Cascalho molhado lembram os Rípios - 23/11/13

Uma das coisas que mais gosto de fazer num pedal é beber água direto da fonte! Ainda mais quando se sabe a procedência e qualidade da água (bem, acho que sei).
De volta pra estrada, a fusqueta não estava mais ali... um alívio, melhor, um ledo engano, cem metros depois estava o fusquinha vermelho no barranco... até tentei ajudar de uma maneira ou de outra, mas não deu para ficar muito tempo, eu poderia me machucar.

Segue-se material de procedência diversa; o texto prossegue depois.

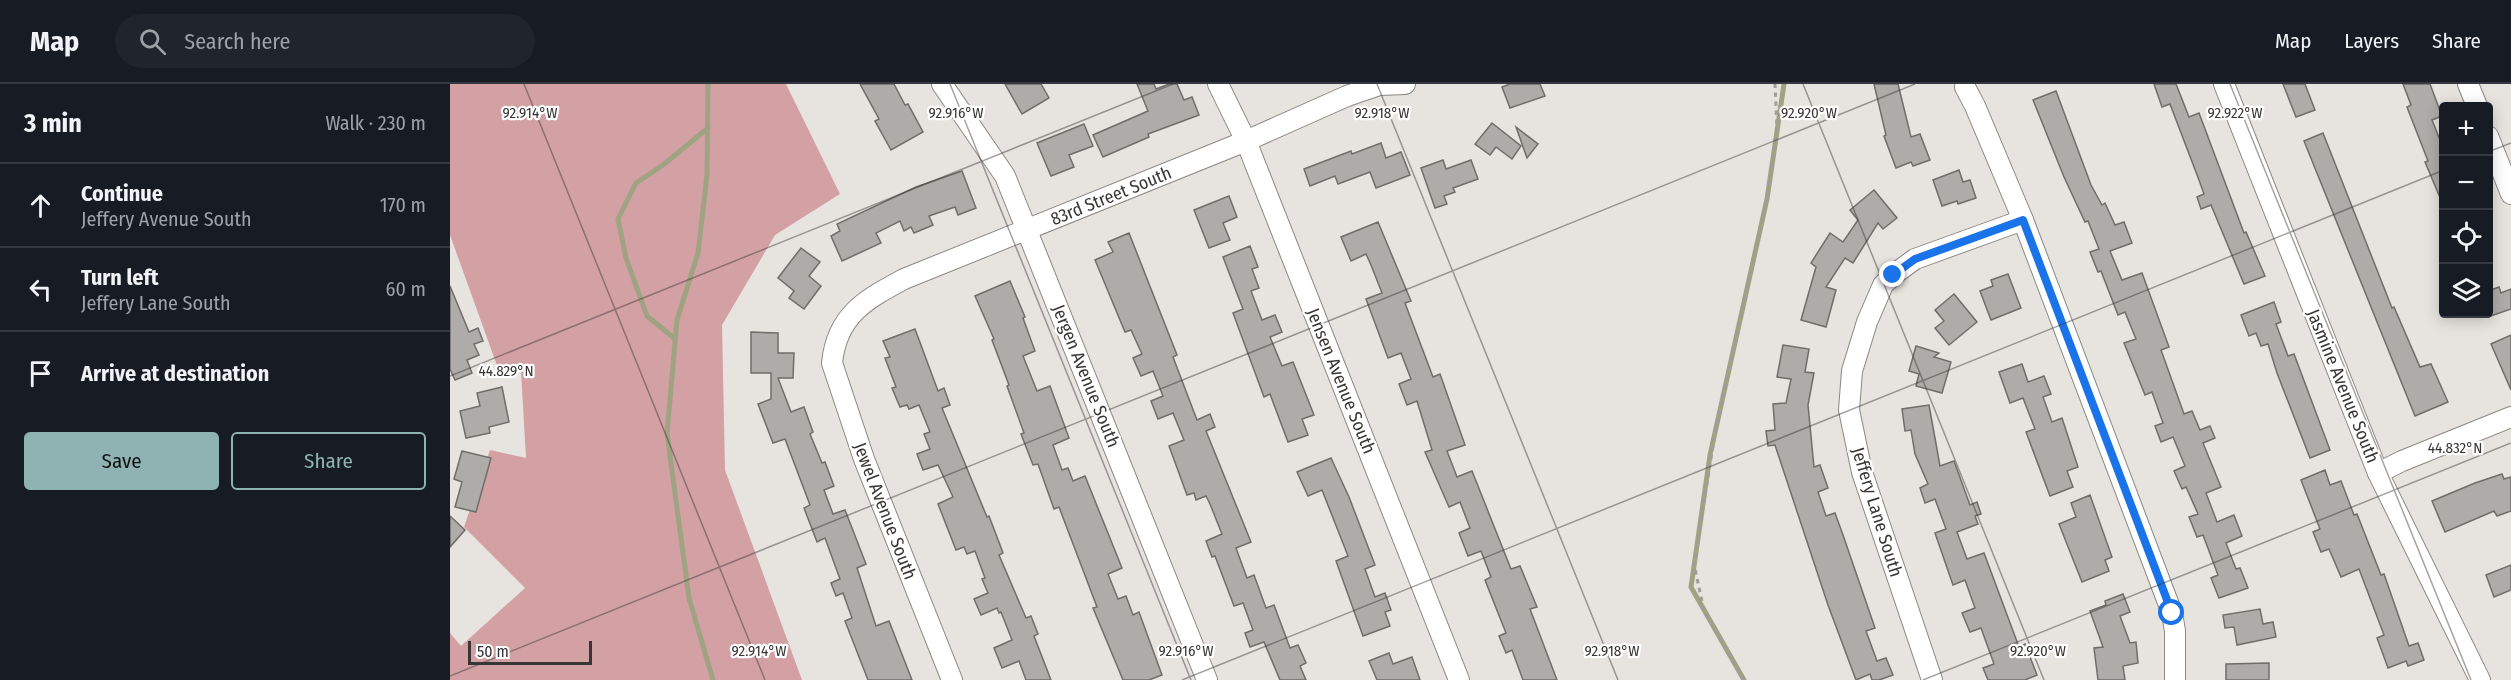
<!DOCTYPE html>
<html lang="en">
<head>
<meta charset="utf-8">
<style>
	body { margin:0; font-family:"Fira Sans Condensed",sans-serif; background:#20242c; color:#f1f3f6 }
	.controls { position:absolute; right:18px; top:18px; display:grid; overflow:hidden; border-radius:6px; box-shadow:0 3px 15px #0003 }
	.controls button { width:54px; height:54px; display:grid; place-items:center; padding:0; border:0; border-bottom:2px solid #363941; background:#171b24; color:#f1f3f6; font:30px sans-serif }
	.scale { position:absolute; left:18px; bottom:15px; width:124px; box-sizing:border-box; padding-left:6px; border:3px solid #373634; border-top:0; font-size:16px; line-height:21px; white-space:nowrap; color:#373634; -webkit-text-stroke:4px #fff; paint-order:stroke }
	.stop { position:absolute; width:18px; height:18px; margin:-14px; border:4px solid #1a73e8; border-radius:50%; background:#fff }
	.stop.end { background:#1a73e8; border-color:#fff; box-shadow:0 2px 6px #0008 }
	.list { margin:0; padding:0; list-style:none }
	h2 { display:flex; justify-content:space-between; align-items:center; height:78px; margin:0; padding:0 24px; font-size:26px }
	h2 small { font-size:20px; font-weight:400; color:#9ea1a6 }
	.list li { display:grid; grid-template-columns:39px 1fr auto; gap:18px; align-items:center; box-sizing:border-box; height:84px; padding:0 24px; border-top:2px solid #363941 }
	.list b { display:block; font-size:22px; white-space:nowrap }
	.list p { margin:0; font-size:20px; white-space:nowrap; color:#9ea1a6 }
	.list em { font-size:20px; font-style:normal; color:#9ea1a6 }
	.actions { display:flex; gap:12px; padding:18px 24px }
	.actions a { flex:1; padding:14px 0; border:2px solid #8fb3b3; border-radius:6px; text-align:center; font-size:21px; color:#8fb3b3 }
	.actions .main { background:#8fb3b3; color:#111 }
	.icon { flex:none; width:33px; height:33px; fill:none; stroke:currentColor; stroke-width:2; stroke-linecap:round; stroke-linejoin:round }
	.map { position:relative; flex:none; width:2061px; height:596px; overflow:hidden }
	header { display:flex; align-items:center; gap:36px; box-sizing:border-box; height:84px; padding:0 30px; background:#171b24; border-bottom:2px solid #363941 }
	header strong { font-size:28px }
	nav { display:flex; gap:33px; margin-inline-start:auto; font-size:21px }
	.search { width:420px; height:54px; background:#20242c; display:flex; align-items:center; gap:15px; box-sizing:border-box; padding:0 21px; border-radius:33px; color:#9ea1a6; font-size:22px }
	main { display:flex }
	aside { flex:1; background:#171b24 }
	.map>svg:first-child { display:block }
</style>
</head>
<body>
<header>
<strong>Map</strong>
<div class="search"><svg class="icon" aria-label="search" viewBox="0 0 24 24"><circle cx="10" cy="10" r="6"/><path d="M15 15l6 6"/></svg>Search here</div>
<nav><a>Map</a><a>Layers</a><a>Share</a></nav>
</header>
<main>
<aside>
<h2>3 min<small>Walk · 230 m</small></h2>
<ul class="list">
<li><svg class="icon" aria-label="ahead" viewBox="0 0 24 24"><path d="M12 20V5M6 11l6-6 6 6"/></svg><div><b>Continue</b><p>Jeffery Avenue South</p></div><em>170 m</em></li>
<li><svg class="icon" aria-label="left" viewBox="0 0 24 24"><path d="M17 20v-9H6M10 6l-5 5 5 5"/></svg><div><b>Turn left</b><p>Jeffery Lane South</p></div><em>60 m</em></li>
<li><svg class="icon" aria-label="arrive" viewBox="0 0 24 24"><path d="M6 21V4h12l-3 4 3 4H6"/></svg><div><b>Arrive at destination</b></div></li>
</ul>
<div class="actions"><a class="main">Save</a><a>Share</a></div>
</aside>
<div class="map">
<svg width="2061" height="596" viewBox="0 0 2061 596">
	<rect width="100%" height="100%" fill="#e7e3df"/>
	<!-- forest -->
	<path fill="#d3a0a4" d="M0 0H336L390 110 325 151 272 241 275 386 352 596H0V549L11 562 75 504 14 443 40 366 76 374 71 287H49L0 151Z"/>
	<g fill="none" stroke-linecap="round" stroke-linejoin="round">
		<!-- stream -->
		<g stroke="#9fa382" stroke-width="5">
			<path d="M258 0 257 91 248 169 227 236 217 349 239 514 263 596"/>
			<path d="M225 255 197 232 176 174 168 135 186 99 213 81 258 44"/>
			<path d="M1294 596 1241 503 1260 371 1317 115 1334 0"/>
		</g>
	</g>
	<!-- building -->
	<g fill="#aeaca8" stroke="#706e6a" stroke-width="1.5">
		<path d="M410 0H444L455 21 458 20 473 48 441 66 425 37 429 35Z"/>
		<path d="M555 0H591L599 14 572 30Z"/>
		<path d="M687 0H704L706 5 719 0H727L734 16 742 13 749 31 698 50 699 53 653 73 643 51 698 27Z"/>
		<path d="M1060 0H1090L1095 12 1060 24 1052 3Z"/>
		<path d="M1424 0H1448L1461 53 1470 50 1480 76 1463 82 1461 78 1446 84 1434 52 1436 51Z"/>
		<path d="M1704 0H1726L1739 33 1749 29 1794 149 1796 148 1815 192 1794 200 1761 121 1751 125 1747 113 1754 110 1749 96 1720 20 1712 23Z"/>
		<path d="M1833 0H1855L1865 26 1846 33Z"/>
		<path d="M1953 0H1980L1992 32 1982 36 1994 66V123L1975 78 1978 77 1957 23 1961 21Z"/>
		<path d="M1606 7 1641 101 1652 121 1655 119 1665 141 1674 138 1682 159 1660 167 1672 196 1692 189 1719 263 1711 266 1734 330 1742 327 1750 346 1760 342 1765 354 1753 359 1771 403 1756 409 1767 438 1784 431 1792 452 1776 459 1786 485 1790 484 1798 504 1769 514 1761 494 1768 491 1753 451 1747 453 1739 433 1748 430 1736 403 1732 405 1724 387 1735 382 1723 353 1711 358 1705 342 1713 339 1702 308 1695 311 1674 259 1686 255 1675 228 1668 231 1651 187 1648 188 1640 168 1649 165 1638 137 1635 138 1614 93 1583 16Z"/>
		<path d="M1042 39 1071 62 1062 75 1046 63 1040 71 1025 60Z"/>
		<path d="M634 40 643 62 619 71 624 83 601 92 587 59Z"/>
		<path d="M1066 43 1088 60 1077 74Z"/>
		<path d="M1873 49 1942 224 1944 223 1970 283 1981 280 1998 318 1965 332 1854 57Z"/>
		<path d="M931 59 936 74 951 68 960 91 926 104 920 88 888 100 885 92 860 102 854 85 901 67 902 70Z"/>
		<path d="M993 76 996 85 1021 76 1028 95 1003 104 1005 108 994 112 997 120 985 124 971 84Z"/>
		<path d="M1509 86 1513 98 1520 96 1526 114 1508 120 1507 117 1492 122 1483 96Z"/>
		<path d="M512 87 526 124 508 131 505 123 479 132 483 141 464 149 461 143 454 147 450 137 426 149 431 159 392 177 381 152 390 147 387 140 466 103Z"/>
		<path d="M1424 106 1447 134 1433 145 1428 139 1403 179 1395 174 1376 203 1386 206 1376 243 1351 236 1366 183 1361 179 1380 149 1393 158 1408 136 1400 126Z"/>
		<path d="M779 112 787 133 773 139 780 156 759 164 744 126Z"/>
		<path d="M928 138 961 217 955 219 983 293 990 290 1015 361 997 367 1007 393 1022 387 1061 485 1070 482 1087 523 1080 525 1107 596H1073L1062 566 1056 569 1049 552 1056 549 1035 496 1041 493 1031 467 1018 472 1009 449 1020 444 1010 418 999 423 975 368 982 366 967 317 957 321 949 300 961 295 951 269 938 274 916 215 932 209 921 181 916 170 901 177 891 153Z"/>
		<path d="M679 149 727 271 723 273 747 336 760 330 765 343 756 347 801 458 786 464 797 494 804 491 816 524 824 521 840 564 848 561 856 579 850 582 856 596H830L814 558 800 563 795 549 803 546 793 519 784 522 765 472 762 473 756 457 772 450 760 420 756 412 746 416 744 409 737 411 719 362 734 356 723 329 708 335 701 317 713 312 703 287 691 292 683 274 692 270 681 246 675 248 645 176 663 168 658 158Z"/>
		<path d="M800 162 808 183 802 185 809 204 801 207 812 236 825 231 832 248 820 253 832 282 843 278 864 331 852 335 858 351 838 358 820 310 814 313 783 229 793 225 773 173Z"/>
		<path d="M351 164 370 178 359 192 371 202 354 225 339 214 344 207 328 194Z"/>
		<path d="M1558 190 1571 224 1541 236 1530 207 1543 202 1541 196Z"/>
		<path d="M560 197 575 233 573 234 585 267 573 272 587 307 600 302 619 354 603 361 612 386 618 384 623 397 635 392 672 484 658 490 668 515 676 512 683 531 689 528 712 591 699 596H673L643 524 647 523 609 423 604 425 588 380 583 381 571 350 574 349 557 302 559 301 542 256 544 255 525 212Z"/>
		<path d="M0 202 19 248 28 244 33 257 24 260 29 271 17 276 22 289 5 296 0 285Z"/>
		<path d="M2049 203 2051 209 2061 205V225L2038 233V207Z"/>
		<path d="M1504 210 1527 238 1499 261 1485 244 1494 237 1485 226Z"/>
		<path d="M1824 218 1831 238 1826 240 1838 272 1844 270 1880 366 1860 374 1827 289 1818 260 1811 262 1806 249 1799 252 1791 231Z"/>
		<path d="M465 245 488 307 494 304 500 321 492 324 537 433 539 432 553 469 549 471 576 534 581 532 588 550 584 552 601 596H576L569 577 552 584 544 564 562 556 551 528 549 529 547 524 531 531 524 515 538 509 532 495 535 494 525 467 517 470 514 463 506 466 488 420 503 413 488 381 473 386 467 370 480 365 474 350 480 348 469 321 459 325 457 321 450 323 442 304 446 303 435 274 440 273 433 257Z"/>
		<path d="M301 248 328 249V269H344L343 294H328L341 328 354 323 363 348 360 350 372 379 375 378 384 402 374 406 383 430 395 426 416 480 407 484 426 542 439 537 462 596H418L395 537 402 534 393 509 386 512 381 499 390 495 375 454 367 458 354 424 360 421 335 355 323 359 308 320 321 315V289H301Z"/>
		<path d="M2061 251V306L2041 260Z"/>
		<path d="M1333 261 1359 265 1355 288 1364 289 1358 321 1364 383 1370 381 1378 404 1368 408 1376 432 1385 429 1393 451 1425 544 1416 547 1427 577 1436 574 1443 591 1429 596H1422L1420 590 1406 596 1378 521 1325 361 1318 362 1316 347 1325 346 1323 320 1336 319 1341 295 1327 293Z"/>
		<path d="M1466 262 1489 269 1484 273 1501 278 1492 309 1466 302 1469 290 1459 287Z"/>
		<path d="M1572 280 1578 298 1594 292 1601 310 1593 313 1602 338 1612 334 1628 383 1617 387 1623 403 1600 412 1576 348 1585 345 1573 314 1560 319 1549 288Z"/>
		<path d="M52 303 59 338 39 343 40 349 16 354 10 327 30 322 27 309Z"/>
		<path d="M1479 321 1490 382 1504 377 1520 421 1527 418 1531 430 1525 432 1528 440 1507 448 1517 475 1534 469 1569 563 1575 560 1587 591 1575 596H1538L1533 584 1544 580 1531 544 1520 548 1512 529 1525 524 1515 496 1503 501 1485 449 1496 445 1485 415 1475 419 1470 404 1478 400 1465 370 1461 346 1455 347 1452 325Z"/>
		<path d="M12 367 41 374 26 428 5 423 12 398 4 395Z"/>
		<path d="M881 374 899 413 925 481 915 485 925 513 935 509 941 526 935 528 940 542 913 552 886 477 898 472 872 406 858 412 847 388Z"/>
		<path d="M1875 386 1880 401 1891 397 1904 431 1907 430 1931 491 1934 490 1959 562 1968 559 1974 576 1958 582 1956 577 1938 584 1927 554 1934 551 1909 485 1891 493 1879 465 1871 468 1863 448 1870 445 1851 396Z"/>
		<path d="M2052 390 2054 395 2061 393V427L2047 432 2044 427 1995 448 1982 417 2025 399Z"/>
		<path d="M1640 411 1662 473 1655 476 1659 487 1632 498 1609 440 1626 433 1621 419Z"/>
		<path d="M0 432 15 446 0 463Z"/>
		<path d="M2061 481V506L2044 513 2036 491Z"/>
		<path d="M1673 510 1680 528 1670 532 1680 559 1686 558 1688 579 1673 582 1675 596H1648L1644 564 1653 563 1640 527 1656 521 1655 517Z"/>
		<path d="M1810 525 1813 540 1823 538 1826 553 1787 561 1784 543 1775 544 1773 531Z"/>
		<path d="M939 569 943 580 962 573 970 596H927L919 577Z"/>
		<path d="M1819 579V596H1776V580Z"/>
	</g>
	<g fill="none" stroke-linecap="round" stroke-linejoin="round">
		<defs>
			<g id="minor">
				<path d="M492 0 555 92 757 596"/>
				<path d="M768 0 796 57 1009 596"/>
				<path d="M1774 0 1928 389 2030 596"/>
				<path d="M2018 0 2027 22"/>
				<path d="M1515 3 1525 22 1573 136 1722 529 1725 547V596"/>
				<path d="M2038 52 2061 110"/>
				<path d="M1928 389 1952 377 2061 333"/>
				<path d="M502 596 414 375 382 279C387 231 415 216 454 195L796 57 897 12 929 1 955 0"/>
				<path d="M1482 596 1412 388 1399 326 1402 287 1417 238 1433 201 1443 191 1465 175 1573 136"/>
			</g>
		</defs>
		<!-- minor casing -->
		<use href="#minor" stroke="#8b8884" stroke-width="22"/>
		<!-- path -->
		<path stroke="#9f9c99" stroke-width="3" stroke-dasharray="4.5 4.5" stroke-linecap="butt" d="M1294 596 1254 527 1244 480 1266 343 1317 115 1327 45 1325 0"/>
		<!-- minor -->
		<use href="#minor" stroke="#fff" stroke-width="20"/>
	</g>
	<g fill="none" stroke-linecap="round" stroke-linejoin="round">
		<!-- route -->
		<path stroke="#1a73e8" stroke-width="8" d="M1443 191 1465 175 1573 136 1722 529"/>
	</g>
	<!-- ticks -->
	<path fill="none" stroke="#373634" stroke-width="1.5" stroke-opacity="0.45" d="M74 0 315 596M500 0 741 596M927 0 1168 596M1353 0 1594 596M1780 0 2021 596M2038 68 2061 59M0 292 723 0M0 592 1465 0M732 596 1994 86M1473 596 2061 359"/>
	<g text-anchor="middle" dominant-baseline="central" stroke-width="4.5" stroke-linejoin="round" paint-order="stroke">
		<!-- street labels -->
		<g font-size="18" fill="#373634" stroke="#fff">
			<text transform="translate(661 112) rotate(-22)">83rd Street South</text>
			<text transform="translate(636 292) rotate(68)">Jergen Avenue South</text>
			<text transform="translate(891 297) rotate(68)">Jensen Avenue South</text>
			<text transform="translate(1893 302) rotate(68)">Jasmine Avenue South</text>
			<text transform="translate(435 427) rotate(69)">Jewel Avenue South</text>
			<text transform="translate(1427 428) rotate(73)">Jeffery Lane South</text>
		</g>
	</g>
	<g font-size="15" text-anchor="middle" fill="#373634" stroke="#fff" stroke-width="4.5" stroke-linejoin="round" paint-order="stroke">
		<text x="1785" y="34">92.922°W</text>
		<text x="80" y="34">92.914°W</text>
		<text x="506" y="34">92.916°W</text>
		<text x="932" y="34">92.918°W</text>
		<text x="1359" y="34">92.920°W</text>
		<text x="56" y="292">44.829°N</text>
		<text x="2005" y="369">44.832°N</text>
		<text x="309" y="572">92.914°W</text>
		<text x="736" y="572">92.916°W</text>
		<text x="1162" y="572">92.918°W</text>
		<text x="1588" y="572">92.920°W</text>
	</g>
</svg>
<div class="controls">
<button>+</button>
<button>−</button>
<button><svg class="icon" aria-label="locate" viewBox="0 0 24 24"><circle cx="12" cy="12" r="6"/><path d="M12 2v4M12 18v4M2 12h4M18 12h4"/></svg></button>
<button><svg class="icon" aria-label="layers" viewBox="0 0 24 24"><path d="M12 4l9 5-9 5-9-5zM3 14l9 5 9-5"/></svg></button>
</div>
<div class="scale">50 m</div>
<div class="stop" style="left:1722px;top:529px"></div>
<div class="stop end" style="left:1443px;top:191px"></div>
</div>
</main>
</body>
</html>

Ao perder o embalo, a nova e curta subida virou um sabão, custei para empurrar a bike, tanto meus pés quantos os pneus da bike deslizavam comicamente. Não cai. Sai do lamaçal e fui tirar um pouco do barro dos freios (V-Break), pneus, câmbios, corrente e sapatos. O final dessa pequena subida é chamado de Cruz de Ferro, eu nunca vi essa cruz lá, mas tem um orelhão à esquerda e a direita é uma das subidas da Placa, que nesse momento estava entre as nevoas cor de cobalto.
Da Cruz de Ferro em diante a descida parece um grande tobogã até o trevo da Comunidade Merkabah Gurudeva (que as vezes visito), seguindo pela esquerda, passei direto pelo Bar do Zé (um bom ponto de apoio, não há lanches, mas há água e paçoquinha, (sic)). Na curva seguinte, parei numa poça de água mais ou menos limpa. Comi uma parte de meu lanche, e depois lavei como pude a bike, assim tirei o excesso de lama e segui viagem. Logo estava no Emílio, bairro rural que leva o nome do dono da maior propriedade de lá, aliás ali já é Pirapora novamente. Passa-se pela barragem do reservatório de água, que separa as águas mais ou menos limpas oriundas do Ponunduva das da barragem de Pirapora do poluído Tietê. Como o tempo estava ruim e ainda era cedo, o local estava vazio, nem sempre é assim, normalmente há banhistas entre outras coisas.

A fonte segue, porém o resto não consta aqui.